A Hidden Life
- Author: Johanna Reiss
- Language: English
- Subject: Holocaust
- Set in: The Netherlands, 1969
- Publisher: Melville House Publishing
- Publication date: 1 October 2008
- Media type: Print
- Pages: 250
- ISBN: 978-1933633558

= A Hidden Life (memoir) =

2008 memoir by Johanna Reiss

A Hidden Life is a memoir by Dutch-American author Johanna Reiss. Reiss won the Newbery Medal for her account of her experiences as a child during the Holocaust, The Upstairs Room, which was followed by the sequel The Journey Back, both published by HarperCollins.

==Background==
In A Hidden Life, Reiss recounts her visit to the home of her youth and the tragedy that followed.
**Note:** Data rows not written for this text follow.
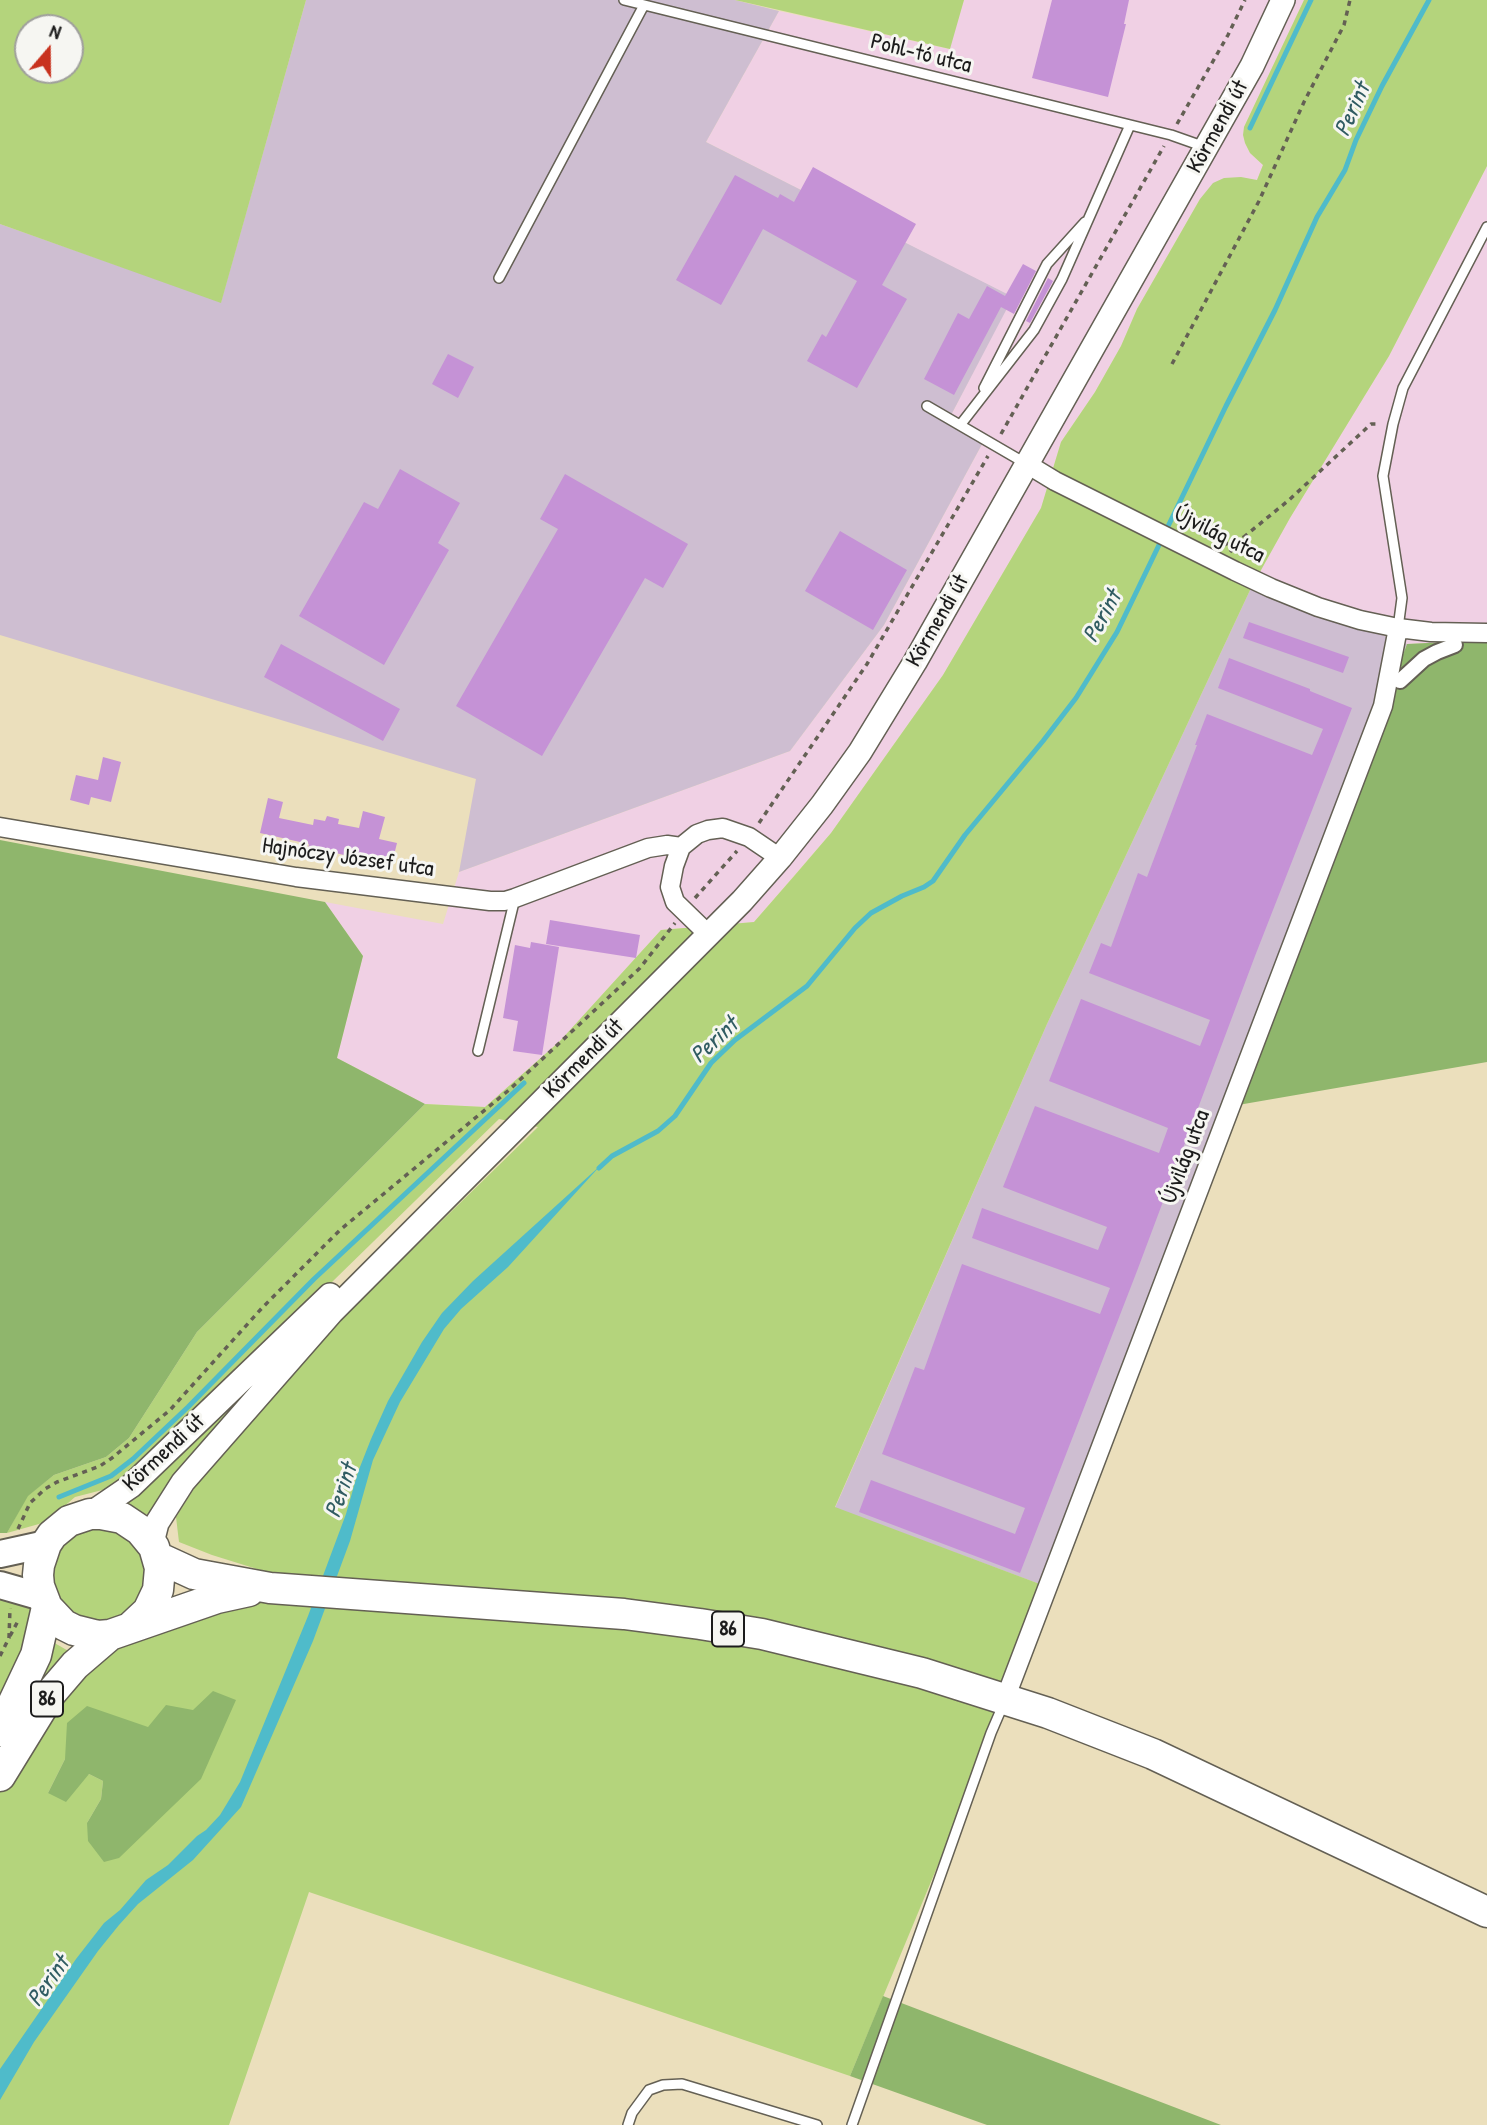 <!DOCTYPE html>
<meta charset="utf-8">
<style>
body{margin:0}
#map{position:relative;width:1487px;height:2125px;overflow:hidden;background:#ebdfbc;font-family:"Patrick Hand",sans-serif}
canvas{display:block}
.north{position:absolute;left:14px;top:14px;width:70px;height:70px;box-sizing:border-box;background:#f6f6f2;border:2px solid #9f9f9c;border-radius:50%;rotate:20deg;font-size:19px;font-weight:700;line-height:28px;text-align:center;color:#1c1c1c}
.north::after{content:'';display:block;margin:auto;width:24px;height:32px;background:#c8321e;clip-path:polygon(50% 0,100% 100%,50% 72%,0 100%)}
</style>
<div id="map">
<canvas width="1487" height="2125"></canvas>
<div class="north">N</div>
</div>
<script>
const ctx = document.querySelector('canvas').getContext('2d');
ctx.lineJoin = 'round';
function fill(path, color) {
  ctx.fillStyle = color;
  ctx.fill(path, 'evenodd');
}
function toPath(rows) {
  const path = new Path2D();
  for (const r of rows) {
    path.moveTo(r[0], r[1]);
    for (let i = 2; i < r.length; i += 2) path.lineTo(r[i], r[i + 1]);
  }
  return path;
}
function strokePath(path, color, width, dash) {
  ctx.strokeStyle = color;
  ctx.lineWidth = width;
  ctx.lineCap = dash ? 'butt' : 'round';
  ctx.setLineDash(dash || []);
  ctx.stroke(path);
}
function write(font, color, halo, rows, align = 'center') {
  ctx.font = font + ' "Patrick Hand",sans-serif';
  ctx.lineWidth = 6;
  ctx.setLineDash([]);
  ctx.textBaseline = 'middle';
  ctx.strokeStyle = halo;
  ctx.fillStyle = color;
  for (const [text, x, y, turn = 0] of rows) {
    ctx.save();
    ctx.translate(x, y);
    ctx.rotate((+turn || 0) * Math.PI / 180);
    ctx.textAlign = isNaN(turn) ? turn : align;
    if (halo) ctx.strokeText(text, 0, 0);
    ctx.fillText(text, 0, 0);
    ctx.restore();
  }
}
fill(toPath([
 [964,0,1304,0,1244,127,1245,143,1250,153,1263,165,1257,180,1200,199,1137,309,1121,346,1095,392,1061,442,1041,508,943,675,831,833,754,922,661,930,560,1041,485,1107,425,1104,337,1058,363,956,325,902,443,924,459,872,790,751,884,625,987,435,949,419,1012,297,706,142,779,11,949,49],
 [1487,166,1487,640,1407,644,1251,588,1290,518,1389,356]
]), '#f0d0e4');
fill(toPath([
 [306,0,735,0,779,11,706,142,1013,297,949,419,987,435,884,625,790,751,459,872,476,779,0,635,0,224,221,302],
 [1251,588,1407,644,1053,1589,835,1508,1047,1024]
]), '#cebed1');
fill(toPath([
 [0,0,306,0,221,303,0,224],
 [28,28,70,28,70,70,28,70],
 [735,0,964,0,950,49],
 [1304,0,1487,0,1487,166,1389,356,1290,518,1251,588,1047,1024,835,1507,1053,1589,850,2076,309,1892,229,2125,0,2125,0,1792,11,1768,82,1666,273,1574,212,1555,179,1542,176,1517,209,1465,296,1363,538,1127,499,1119,249,1363,118,1486,75,1497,46,1522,7,1533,27,1496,54,1475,106,1457,129,1438,197,1332,425,1104,485,1107,560,1041,661,930,754,922,795,875,831,833,943,675,1041,508,1061,442,1095,392,1121,346,1137,309,1200,199,1213,183,1224,178,1241,177,1257,180,1263,165,1250,153,1245,143,1243,135,1244,127],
 [193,1710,87,1823,101,1799,103,1781,89,1774,48,1793,65,1759],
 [243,1392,245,1395,197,1450,149,1514,145,1514,126,1504],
 [94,1524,134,1538,150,1575,134,1613,88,1626,50,1595,57,1544],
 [0,1585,21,1592,39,1619,0,1715],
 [51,1641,72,1653,35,1704,38,1673]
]), '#b4d47c');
fill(toPath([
 [1487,640,1487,1062,1238,1105,1368,747,1407,644],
 [0,840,325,902,363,956,337,1058,425,1104,197,1332,129,1438,106,1457,54,1475,28,1496,7,1533,0,1533],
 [213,1691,236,1700,201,1779,119,1858,104,1862,88,1841,87,1823,101,1799,103,1781,89,1774,66,1802,48,1793,65,1759,67,1723,87,1706,148,1727,166,1705,193,1710],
 [883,1996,1221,2125,987,2125,850,2076]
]), '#8fb66c');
fill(toPath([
 [601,1165,508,1267,461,1309,444,1329,400,1402,373,1460,350,1541,313,1641,241,1807,193,1860,138,1904,119,1925,98,1951,34,2042,0,2100,0,2069,76,1959,104,1923,120,1910,146,1880,168,1865,197,1836,206,1830,220,1815,240,1782,308,1616,346,1514,358,1472,371,1439,388,1401,422,1342,442,1313,473,1281]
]), '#4fbbca');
strokePath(toPath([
 [1250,128,1311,0],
 [599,1168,612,1156,658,1131,675,1116,711,1063,735,1040,807,986,855,928,871,913,902,896,924,887,933,881,965,835,1043,741,1076,698,1117,632,1133,599,1226,406,1275,310,1317,217,1345,170,1356,140,1382,86,1429,0],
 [59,1497,111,1476,133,1459,188,1407,314,1279,524,1083]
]), '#4fbbca', 5);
fill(toPath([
 [1052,0,1129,0,1124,24,1126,24,1108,97,1032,78],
 [813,167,916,224,882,285,907,299,857,388,807,361,822,334,826,337,857,281,763,229,721,305,676,280,735,175,778,198,780,194,794,202],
 [1023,264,1036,271,1014,314,1001,307,954,395,924,379,958,313,969,319,987,286,1005,296],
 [1048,278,1053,281,1030,323,1026,321],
 [448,354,474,367,458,398,432,384],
 [400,469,460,503,438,543,449,550,384,665,299,616,364,502,378,509],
 [565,474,688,544,663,588,645,578,542,756,456,706,558,529,540,519],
 [840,531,907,570,873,630,805,591],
 [1249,622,1349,657,1343,673,1243,638],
 [281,644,400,709,383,741,264,677],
 [1229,658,1310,689,1310,691,1352,708,1255,956,1137,1271,1020,1573,859,1512,871,1480,1015,1534,1025,1508,882,1454,915,1367,924,1370,962,1264,1100,1314,1110,1288,972,1238,982,1208,1098,1250,1107,1227,1003,1187,1035,1106,1159,1153,1168,1128,1049,1081,1081,999,1200,1046,1210,1020,1089,973,1101,943,1111,947,1138,873,1147,877,1197,745,1195,745,1207,714,1312,755,1323,729,1218,688],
 [103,757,121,762,111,802,91,797,89,805,70,800,76,775,98,780],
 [268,798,283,802,279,818,313,825,314,819,325,821,327,816,339,819,338,824,359,828,363,811,385,817,379,839,397,843,391,867,332,852,330,862,317,859,318,854,307,852,309,844,260,833],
 [550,920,640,935,636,958,546,944],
 [531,942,559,947,542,1055,513,1051,518,1021,503,1018,515,945,530,948]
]), '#c592d6');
const service = toPath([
 [624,0,1171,135,1205,147],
 [499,278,644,5],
 [984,388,1047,264,1085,222],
 [927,406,1025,463],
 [961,424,1034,330,1062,279,1130,125],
 [1398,628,1402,598,1383,476,1393,424,1403,388,1487,227],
 [478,1051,515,898],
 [628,2125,632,2113,649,2090,663,2085,682,2084,817,2125],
 [852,2125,991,1733,1003,1705]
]);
const pedestrian = toPath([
 [1400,681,1424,659,1437,652,1455,645]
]);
const minor = toPath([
 [1027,464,1055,481,1235,571,1271,588,1318,607,1360,620,1398,628,1431,632,1487,633],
 [0,827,296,877,490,901,505,901,515,898,648,848,667,845,681,847],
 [709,935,675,902,670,887,674,866,681,847,697,834,708,830,723,828,749,837,780,858],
 [1005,1699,1383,706,1398,628]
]);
const tertiary = toPath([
 [90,1514,131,1486,330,1295],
 [154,1547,153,1539,157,1523,183,1482,332,1312,742,901,780,858,822,805,860,752,915,662,1252,66,1283,0]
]);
const secondary = toPath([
 [0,1554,46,1544],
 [0,1585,42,1597]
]);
const primary = toPath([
 [157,1557,194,1574,270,1588,624,1614,700,1624,762,1634,922,1673,1048,1713,1153,1754,1487,1912],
 [132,1626,148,1611,158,1590,160,1568,154,1547,140,1530,122,1518,101,1514,90,1514,69,1521,52,1535,46,1544,39,1565,38,1575,39,1586,47,1607,64,1625,74,1630,98,1636,110,1635,217,1598,249,1591],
 [0,1731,36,1655,47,1607],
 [0,1776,51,1693,75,1665,110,1635]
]);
strokePath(service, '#646054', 12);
strokePath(pedestrian, '#646054', 18);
strokePath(minor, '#646054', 21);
strokePath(tertiary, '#646054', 26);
strokePath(secondary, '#646054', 30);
strokePath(primary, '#646054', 33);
strokePath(toPath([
 [1177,124,1228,35,1245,0],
 [1172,364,1259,201,1304,102,1344,25,1350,0],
 [1001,434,1164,146],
 [1224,545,1243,537],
 [1230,552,1245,536,1289,500,1371,424,1379,424],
 [759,823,867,664,988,456],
 [695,898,737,851],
 [18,1529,30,1503,45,1489,57,1482,100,1466,112,1458,170,1410,262,1308,340,1230,509,1090,640,968,675,923],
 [10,1636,18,1621],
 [0,1656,9,1638,10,1608]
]), '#646054', 3.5, [5, 5]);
strokePath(service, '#fff', 9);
strokePath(pedestrian, '#fff', 14);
strokePath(minor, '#fff', 18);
strokePath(tertiary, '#fff', 23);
strokePath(secondary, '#fff', 26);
strokePath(primary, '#fff', 30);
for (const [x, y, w] of [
 [728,1629,32],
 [47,1699,32]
]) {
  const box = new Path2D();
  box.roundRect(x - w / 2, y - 17.5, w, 35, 5);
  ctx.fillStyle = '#f6f6f2';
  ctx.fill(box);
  strokePath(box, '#1c1c1c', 2);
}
write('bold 21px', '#1c1c1c', null, [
 ["86",728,1629],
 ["86",47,1699]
]);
write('23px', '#1c1c1c', '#f6f6f2', [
 ["Pohl-tó utca",921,54,14],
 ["Körmendi út",1218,127,-61],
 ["Újvilág utca",1219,535,27],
 ["Körmendi út",938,621,-60],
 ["Hajnóczy József utca",348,858,8],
 ["Körmendi út",584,1059,-45],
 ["Újvilág utca",1186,1157,-69],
 ["Körmendi út",164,1453,-43]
]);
write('italic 24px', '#305c62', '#f6f6f2', [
 ["Perint",1353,110,-66],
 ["Perint",1103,617,-61],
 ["Perint",715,1041,-43],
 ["Perint",342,1491,-71],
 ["Perint",49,1982,-55]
]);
</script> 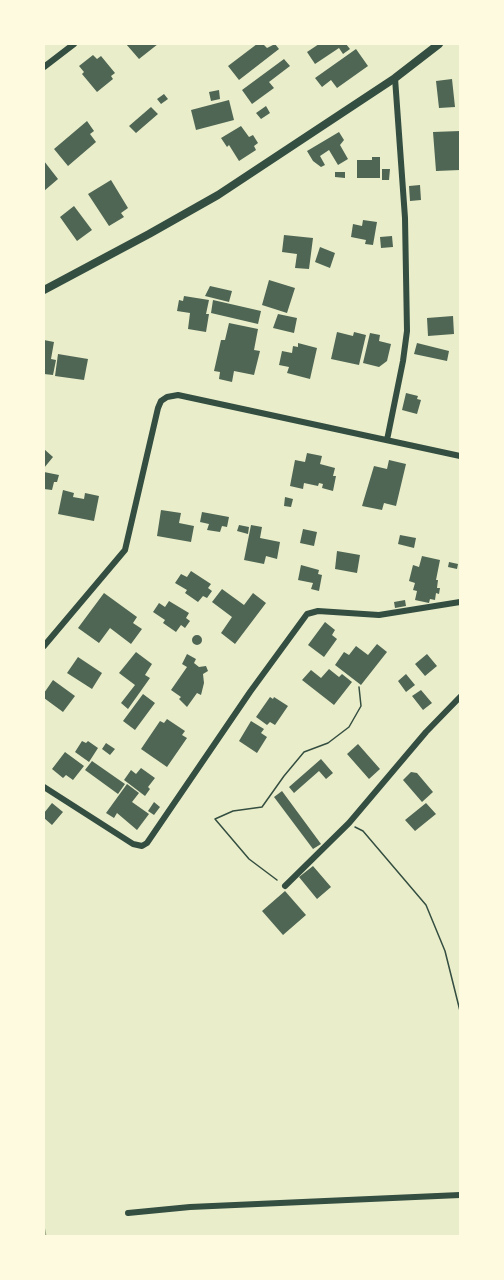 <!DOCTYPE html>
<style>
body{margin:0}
#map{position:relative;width:504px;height:1280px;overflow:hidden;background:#e9edc9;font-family:Literata,serif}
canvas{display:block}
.frame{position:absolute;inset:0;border:45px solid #fefae0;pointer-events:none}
</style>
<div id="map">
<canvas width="504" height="1280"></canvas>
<div class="frame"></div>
</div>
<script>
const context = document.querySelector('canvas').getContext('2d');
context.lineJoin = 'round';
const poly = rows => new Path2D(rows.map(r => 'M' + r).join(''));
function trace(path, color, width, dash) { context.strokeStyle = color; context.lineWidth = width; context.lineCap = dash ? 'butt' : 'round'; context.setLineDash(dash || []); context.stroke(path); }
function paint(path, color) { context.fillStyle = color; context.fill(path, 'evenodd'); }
const stream = poly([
 [44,1230,45,1236]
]);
const building = poly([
 [126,44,158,44,139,59],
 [257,44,263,44,267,48,275,44,279,49,239,80,228,66],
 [319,44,346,44,350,49,343,54,339,48,315,64,307,52],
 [356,49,368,66,337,88,331,80,322,87,315,78],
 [93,55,97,59,101,56,115,73,111,76,113,79,97,92,82,74,84,72,79,66],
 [284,59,290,66,269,82,274,88,252,104,242,90],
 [452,79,455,107,439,108,436,81],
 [219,90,220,99,211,101,209,92],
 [164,94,168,99,161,104,157,99],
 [229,100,234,120,196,130,191,110],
 [266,106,270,113,261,119,256,113],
 [151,107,158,114,136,133,129,126],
 [87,121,94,131,90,134,96,142,68,166,54,149],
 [241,126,249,137,253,135,258,143,254,146,256,150,239,161,229,145,227,147,221,138],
 [460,131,460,170,436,171,433,132],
 [339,132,344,140,340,145,348,159,338,165,329,150,320,156,325,165,321,167,313,161,307,151],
 [372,157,380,157,380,178,357,178,357,160,372,160],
 [44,161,58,179,44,191],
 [382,169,390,169,389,180,382,180],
 [335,172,345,172,345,178,335,177],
 [111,180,128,208,121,213,124,217,109,226,88,194],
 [420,185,421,200,410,201,409,186],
 [74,206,92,230,77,241,60,217],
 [363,220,377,222,373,245,365,244,366,240,351,237,353,224,362,226],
 [284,235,313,238,309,269,295,268,297,254,282,252],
 [392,236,393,247,381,248,380,237],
 [320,247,335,253,330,268,315,262],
 [269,280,295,288,287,313,262,305],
 [210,286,232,291,229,302,205,296],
 [184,296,209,300,206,314,209,314,206,332,188,329,190,313,177,311,179,300,183,301],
 [213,300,261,311,258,324,211,313],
 [278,314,297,318,294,333,273,328],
 [453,316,454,334,428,336,427,318],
 [229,323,258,329,254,350,260,351,254,375,234,371,232,382,219,379,220,372,214,371,221,340,225,340],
 [337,332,353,336,354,332,366,335,359,365,331,359],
 [370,333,380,335,379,341,391,344,387,361,379,367,363,363],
 [44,340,54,342,51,359,56,360,53,375,44,374],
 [298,343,317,348,310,379,287,373,289,367,279,365,282,351,292,353,293,346,298,347],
 [417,343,449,351,447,361,414,354],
 [58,354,88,359,84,380,55,376],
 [406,393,418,396,417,399,421,400,417,414,402,410],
 [44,449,53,457,44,468],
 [307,453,322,456,320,464,335,468,333,476,336,476,333,491,322,488,323,484,319,483,318,486,304,483,303,489,290,486,295,460,305,462],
 [389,460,406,464,396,506,384,503,382,510,362,506,374,466,387,469],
 [44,472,59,475,57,482,54,482,52,490,44,489],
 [63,490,74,493,73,497,84,499,85,493,99,496,94,521,58,514],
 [285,497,293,499,291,507,284,506],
 [161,510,181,513,179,523,194,526,191,542,157,536],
 [202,512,229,517,227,527,222,526,220,532,207,530,209,524,200,522],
 [239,525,249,527,248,534,237,531],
 [251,525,262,527,260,538,280,542,277,559,266,556,264,564,244,560],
 [303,529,317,532,314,546,300,543],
 [400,535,416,538,414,548,398,544],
 [337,551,360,555,357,573,335,569],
 [422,556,440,560,436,580,438,580,437,588,440,588,439,594,436,593,435,600,430,599,429,603,415,600,417,591,413,590,415,583,409,581,413,565,419,567],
 [449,562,458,564,457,569,448,567],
 [301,565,319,570,318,574,322,575,319,591,311,589,313,583,298,580],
 [191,571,211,584,208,588,212,591,207,598,203,596,198,602,185,593,187,590,175,583,181,574,187,577],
 [222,589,244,605,253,593,266,603,235,644,221,633,232,617,212,602],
 [104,593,137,617,133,623,142,629,131,644,110,628,99,643,78,628],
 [405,600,406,606,395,608,394,602],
 [169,601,189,613,186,618,190,621,185,628,181,625,176,632,163,623,165,620,153,612,159,603,165,607],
 [325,622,335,630,332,635,337,639,324,657,308,645],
 '192 640a5 5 0 1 1 10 0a5 5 0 1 1-10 0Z',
 [377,644,387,652,361,685,335,665,344,652,349,655,356,646,368,655],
 [136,652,152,664,145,675,150,678,128,709,121,703,135,685,119,673],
 [187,654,196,659,194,663,199,667,206,666,208,671,203,674,204,683,201,695,197,693,187,707,179,699,181,697,171,690,187,667,182,664],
 [427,654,437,666,425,676,415,664],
 [78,657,102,673,92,689,67,673],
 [329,669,339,677,342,674,352,682,334,705,302,680,311,670,321,678],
 [406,674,415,685,406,692,398,681],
 [53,680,75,696,63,712,44,698,44,693],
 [421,690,432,703,423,710,412,696],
 [143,694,155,703,135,730,123,721],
 [270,697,273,699,274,697,288,706,275,725,270,722,267,725,256,717],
 [167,719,185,731,182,735,187,738,167,767,141,749,160,721,164,723],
 [251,721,264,729,261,733,267,737,257,753,239,741],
 [82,741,86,743,88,741,98,748,89,762,75,752],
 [106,743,115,749,110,755,102,749],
 [358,744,380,769,369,779,347,754],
 [65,752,84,766,73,780,66,775,63,778,52,769],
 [321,759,333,773,326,779,319,771,294,793,289,787],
 [92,761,125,784,118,794,85,770],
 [141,768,155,778,148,787,150,789,145,796,124,780,131,770,136,774],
 [411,772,417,773,433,792,422,802,403,780],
 [127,784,139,793,132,802,149,814,137,830,117,813,114,818,106,813],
 [282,791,321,844,313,849,274,797],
 [154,802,160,807,154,815,148,811],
 [52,803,63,812,52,825,44,818,44,813],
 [426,803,436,814,415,831,405,820],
 [313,866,331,887,317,899,299,877],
 [285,891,306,915,283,935,262,911]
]);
const path = poly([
 [355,827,363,831,426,905,445,951,460,1011],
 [277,880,249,859,215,819,233,811,262,807,284,776,304,752,328,743,349,727,361,706,359,687]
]);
const minor = poly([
 [44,67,74,44],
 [387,440,403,361,407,331,405,218,395,78],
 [44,646,125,550,158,408,161,401,167,397,178,395,460,456],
 [44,787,133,844,142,846,147,843,250,692,307,614,318,611,379,615,460,602],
 [285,886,349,823,426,732,460,697],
 [128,1213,190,1207,460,1195]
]);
const tertiary = poly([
 [44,290,149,234,218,195,395,78,439,44]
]);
trace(stream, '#a3b18a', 3);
paint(building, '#4f6655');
trace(path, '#344e41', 1.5);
trace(minor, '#344e41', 6);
trace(tertiary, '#344e41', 8);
</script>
She had been 10 years old at the beginning of World War II, and spent nearly three years hiding from the Nazis with a family in Usselo in a rural part of the Netherlands. In the postwar period, she immigrated to the United States. After living there for several years, she decided to visit the family that aided her during the harrowing Nazi years. She made this journey in the summer of 1969, spending nearly two months in the Netherlands with her husband and her two young children. While there, she had to confront her painful memories. But during that time, a worse and more immediate tragedy befell her: her husband returned to America early and committed suicide. A Hidden Life, which Lucy Kavaler calls "one of the most moving books" she has ever read, is the story of one woman's perseverance through past and present tragedy.